Return, exactly as written, every line from the first line of the data below through the line that contains "2px #3f4654) drop-shadow(0".

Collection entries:
==================================================

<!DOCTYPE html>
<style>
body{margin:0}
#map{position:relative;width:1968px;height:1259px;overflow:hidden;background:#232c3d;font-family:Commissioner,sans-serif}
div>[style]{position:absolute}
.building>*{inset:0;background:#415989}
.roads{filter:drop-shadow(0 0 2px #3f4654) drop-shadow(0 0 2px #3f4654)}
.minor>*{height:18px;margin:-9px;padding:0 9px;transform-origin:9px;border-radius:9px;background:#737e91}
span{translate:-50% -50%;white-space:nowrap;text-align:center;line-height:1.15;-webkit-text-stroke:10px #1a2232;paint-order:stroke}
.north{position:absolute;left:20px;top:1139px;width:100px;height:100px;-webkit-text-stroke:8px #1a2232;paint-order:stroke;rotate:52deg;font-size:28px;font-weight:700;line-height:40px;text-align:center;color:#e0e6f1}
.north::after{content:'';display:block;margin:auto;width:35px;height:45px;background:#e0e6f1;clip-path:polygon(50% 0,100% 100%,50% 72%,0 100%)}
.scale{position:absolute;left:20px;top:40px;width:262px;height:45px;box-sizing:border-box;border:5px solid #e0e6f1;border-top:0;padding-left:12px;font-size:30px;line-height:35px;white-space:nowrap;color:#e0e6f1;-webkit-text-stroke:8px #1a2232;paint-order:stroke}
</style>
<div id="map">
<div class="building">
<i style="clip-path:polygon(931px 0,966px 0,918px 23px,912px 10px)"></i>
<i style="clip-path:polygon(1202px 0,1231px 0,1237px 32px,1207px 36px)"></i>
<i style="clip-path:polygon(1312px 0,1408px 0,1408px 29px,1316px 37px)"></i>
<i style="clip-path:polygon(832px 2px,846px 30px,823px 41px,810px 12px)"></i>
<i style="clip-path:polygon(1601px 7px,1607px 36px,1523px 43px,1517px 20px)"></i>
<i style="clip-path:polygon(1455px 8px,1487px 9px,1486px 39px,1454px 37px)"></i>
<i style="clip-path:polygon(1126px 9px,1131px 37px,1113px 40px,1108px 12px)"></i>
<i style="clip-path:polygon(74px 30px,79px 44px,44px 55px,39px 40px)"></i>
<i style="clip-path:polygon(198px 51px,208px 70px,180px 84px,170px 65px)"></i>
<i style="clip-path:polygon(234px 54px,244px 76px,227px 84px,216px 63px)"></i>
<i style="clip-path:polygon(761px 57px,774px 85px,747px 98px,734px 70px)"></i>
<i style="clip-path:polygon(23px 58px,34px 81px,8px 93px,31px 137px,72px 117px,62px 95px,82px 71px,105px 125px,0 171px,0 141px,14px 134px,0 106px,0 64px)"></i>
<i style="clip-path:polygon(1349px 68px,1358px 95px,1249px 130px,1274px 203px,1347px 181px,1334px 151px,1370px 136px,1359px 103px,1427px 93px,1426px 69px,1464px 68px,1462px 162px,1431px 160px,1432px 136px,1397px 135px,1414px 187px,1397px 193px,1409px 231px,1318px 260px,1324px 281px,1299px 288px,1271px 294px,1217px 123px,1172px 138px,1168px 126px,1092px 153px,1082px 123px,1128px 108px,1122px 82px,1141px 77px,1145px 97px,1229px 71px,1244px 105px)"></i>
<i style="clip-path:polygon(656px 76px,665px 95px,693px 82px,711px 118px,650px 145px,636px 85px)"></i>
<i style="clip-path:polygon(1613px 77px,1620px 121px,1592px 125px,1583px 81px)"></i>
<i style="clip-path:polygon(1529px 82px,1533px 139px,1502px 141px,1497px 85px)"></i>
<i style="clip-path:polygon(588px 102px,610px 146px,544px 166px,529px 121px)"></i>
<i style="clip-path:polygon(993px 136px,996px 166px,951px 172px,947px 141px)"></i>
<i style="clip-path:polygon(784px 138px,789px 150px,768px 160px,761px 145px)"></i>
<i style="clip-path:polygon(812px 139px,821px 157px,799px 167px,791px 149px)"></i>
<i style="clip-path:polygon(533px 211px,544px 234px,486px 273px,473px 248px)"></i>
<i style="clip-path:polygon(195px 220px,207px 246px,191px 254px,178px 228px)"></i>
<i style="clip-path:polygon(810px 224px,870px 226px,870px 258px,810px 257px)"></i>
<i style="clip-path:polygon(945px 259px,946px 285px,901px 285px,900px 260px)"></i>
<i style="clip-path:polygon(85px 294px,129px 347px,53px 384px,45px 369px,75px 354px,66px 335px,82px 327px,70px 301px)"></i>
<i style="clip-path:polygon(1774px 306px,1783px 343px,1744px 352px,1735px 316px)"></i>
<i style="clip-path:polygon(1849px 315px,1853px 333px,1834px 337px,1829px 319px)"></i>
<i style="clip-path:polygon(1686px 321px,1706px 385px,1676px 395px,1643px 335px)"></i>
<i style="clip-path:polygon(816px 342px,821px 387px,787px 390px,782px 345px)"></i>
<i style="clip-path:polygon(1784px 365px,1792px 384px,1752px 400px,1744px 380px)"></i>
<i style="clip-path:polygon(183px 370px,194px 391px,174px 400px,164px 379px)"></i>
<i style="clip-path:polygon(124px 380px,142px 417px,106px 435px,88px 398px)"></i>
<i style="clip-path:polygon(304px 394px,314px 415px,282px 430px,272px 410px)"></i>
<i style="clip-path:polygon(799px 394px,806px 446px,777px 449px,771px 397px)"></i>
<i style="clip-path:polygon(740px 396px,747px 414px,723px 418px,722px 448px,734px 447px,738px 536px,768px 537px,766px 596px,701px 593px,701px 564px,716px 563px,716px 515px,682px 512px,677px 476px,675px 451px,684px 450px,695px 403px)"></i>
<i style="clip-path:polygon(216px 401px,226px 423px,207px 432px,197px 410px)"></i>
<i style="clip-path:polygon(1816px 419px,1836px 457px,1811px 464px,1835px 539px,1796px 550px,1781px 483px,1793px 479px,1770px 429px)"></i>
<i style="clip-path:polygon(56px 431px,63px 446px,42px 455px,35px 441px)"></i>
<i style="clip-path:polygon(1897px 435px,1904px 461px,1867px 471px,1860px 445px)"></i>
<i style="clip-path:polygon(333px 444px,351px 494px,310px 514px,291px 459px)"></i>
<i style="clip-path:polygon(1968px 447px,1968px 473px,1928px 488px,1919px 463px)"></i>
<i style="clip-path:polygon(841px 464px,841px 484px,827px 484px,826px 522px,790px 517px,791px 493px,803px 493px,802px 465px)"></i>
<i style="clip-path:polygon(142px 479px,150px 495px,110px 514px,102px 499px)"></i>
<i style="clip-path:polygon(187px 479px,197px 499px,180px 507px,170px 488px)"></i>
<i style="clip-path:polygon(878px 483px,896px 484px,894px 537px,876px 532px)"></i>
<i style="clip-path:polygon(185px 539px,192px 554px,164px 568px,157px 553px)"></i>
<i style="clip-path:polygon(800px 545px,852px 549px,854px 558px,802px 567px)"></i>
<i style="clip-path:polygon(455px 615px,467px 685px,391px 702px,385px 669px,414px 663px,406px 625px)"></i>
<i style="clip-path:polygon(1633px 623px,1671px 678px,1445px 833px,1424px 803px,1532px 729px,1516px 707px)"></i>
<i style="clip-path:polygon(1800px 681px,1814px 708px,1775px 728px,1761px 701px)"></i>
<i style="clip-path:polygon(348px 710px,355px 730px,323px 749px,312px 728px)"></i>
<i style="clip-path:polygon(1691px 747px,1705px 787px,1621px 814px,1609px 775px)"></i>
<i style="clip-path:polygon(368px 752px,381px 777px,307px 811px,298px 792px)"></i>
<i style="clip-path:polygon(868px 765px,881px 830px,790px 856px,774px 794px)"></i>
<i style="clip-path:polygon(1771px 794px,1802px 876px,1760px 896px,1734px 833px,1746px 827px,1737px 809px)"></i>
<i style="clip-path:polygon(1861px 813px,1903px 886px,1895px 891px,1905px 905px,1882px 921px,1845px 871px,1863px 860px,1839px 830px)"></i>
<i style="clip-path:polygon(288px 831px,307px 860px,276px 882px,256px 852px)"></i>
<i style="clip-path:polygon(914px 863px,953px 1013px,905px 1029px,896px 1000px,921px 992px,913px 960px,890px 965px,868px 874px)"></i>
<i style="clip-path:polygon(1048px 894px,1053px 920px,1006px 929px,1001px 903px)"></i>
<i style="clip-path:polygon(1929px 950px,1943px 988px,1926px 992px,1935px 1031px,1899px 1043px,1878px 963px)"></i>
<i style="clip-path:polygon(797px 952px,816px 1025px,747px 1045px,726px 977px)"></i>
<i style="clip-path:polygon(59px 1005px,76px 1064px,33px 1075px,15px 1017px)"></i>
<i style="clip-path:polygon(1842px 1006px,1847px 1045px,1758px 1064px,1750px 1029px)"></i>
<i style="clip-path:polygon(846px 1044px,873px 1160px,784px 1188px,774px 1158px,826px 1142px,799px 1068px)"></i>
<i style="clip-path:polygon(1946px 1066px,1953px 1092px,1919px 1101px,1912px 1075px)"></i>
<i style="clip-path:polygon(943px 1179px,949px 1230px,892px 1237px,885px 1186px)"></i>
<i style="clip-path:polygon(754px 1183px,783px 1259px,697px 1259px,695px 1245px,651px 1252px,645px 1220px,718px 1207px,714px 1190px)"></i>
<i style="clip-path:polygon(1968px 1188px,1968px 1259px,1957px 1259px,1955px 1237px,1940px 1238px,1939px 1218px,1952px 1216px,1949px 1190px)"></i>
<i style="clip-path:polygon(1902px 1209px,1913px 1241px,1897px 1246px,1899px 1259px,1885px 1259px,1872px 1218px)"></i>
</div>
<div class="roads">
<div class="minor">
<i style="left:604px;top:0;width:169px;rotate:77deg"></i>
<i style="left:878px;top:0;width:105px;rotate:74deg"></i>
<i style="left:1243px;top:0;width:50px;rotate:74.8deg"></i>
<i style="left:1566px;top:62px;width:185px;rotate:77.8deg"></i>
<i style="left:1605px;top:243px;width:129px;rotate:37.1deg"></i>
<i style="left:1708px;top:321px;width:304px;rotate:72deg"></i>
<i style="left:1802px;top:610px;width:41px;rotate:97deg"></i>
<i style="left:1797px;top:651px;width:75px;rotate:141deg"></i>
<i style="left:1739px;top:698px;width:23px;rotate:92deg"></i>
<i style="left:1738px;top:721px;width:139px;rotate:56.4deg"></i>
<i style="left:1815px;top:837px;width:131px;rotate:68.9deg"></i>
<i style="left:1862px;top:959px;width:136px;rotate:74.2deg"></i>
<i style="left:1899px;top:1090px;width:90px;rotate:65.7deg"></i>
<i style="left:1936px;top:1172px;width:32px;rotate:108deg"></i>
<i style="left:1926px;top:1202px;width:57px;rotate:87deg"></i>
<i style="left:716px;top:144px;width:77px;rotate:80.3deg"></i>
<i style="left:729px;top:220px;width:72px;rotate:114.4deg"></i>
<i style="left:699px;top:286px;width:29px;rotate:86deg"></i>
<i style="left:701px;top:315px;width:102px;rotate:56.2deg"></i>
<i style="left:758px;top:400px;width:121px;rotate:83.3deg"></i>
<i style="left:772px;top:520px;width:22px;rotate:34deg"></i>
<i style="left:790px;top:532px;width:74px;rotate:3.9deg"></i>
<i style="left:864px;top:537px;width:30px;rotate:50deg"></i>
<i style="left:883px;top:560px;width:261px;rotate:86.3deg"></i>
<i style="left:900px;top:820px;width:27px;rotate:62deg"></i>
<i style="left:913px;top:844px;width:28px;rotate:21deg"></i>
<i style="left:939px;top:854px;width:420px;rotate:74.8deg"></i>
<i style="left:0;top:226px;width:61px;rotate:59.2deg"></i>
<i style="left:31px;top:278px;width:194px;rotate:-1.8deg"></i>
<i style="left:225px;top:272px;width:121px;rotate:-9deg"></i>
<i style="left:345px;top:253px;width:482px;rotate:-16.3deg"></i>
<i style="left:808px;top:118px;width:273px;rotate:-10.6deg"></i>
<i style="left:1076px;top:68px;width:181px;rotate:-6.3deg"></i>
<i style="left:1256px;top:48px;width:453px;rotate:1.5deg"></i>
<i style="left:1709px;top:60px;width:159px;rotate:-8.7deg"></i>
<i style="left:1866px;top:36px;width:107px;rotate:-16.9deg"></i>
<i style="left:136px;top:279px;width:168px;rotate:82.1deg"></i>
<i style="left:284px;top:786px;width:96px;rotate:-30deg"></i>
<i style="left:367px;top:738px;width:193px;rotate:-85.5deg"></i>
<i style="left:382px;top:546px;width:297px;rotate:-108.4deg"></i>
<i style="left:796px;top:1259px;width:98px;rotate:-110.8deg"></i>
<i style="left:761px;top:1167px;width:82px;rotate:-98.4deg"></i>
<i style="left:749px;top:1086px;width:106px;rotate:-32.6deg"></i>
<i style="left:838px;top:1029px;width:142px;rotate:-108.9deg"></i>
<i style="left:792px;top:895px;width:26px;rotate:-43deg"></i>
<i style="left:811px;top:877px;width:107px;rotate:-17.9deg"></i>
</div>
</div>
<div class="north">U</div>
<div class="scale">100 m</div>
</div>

==================================================

#### [Response below]
<!DOCTYPE html>
<style>
body{margin:0}
#map{position:relative;width:1968px;height:1259px;overflow:hidden;background:#232c3d;font-family:Commissioner,sans-serif}
div>[style]{position:absolute}
.building>*{inset:0;background:#415989}
.roads{filter:drop-shadow(0 0 2px #3f4654) drop-shadow(0 0 2px #3f4654)}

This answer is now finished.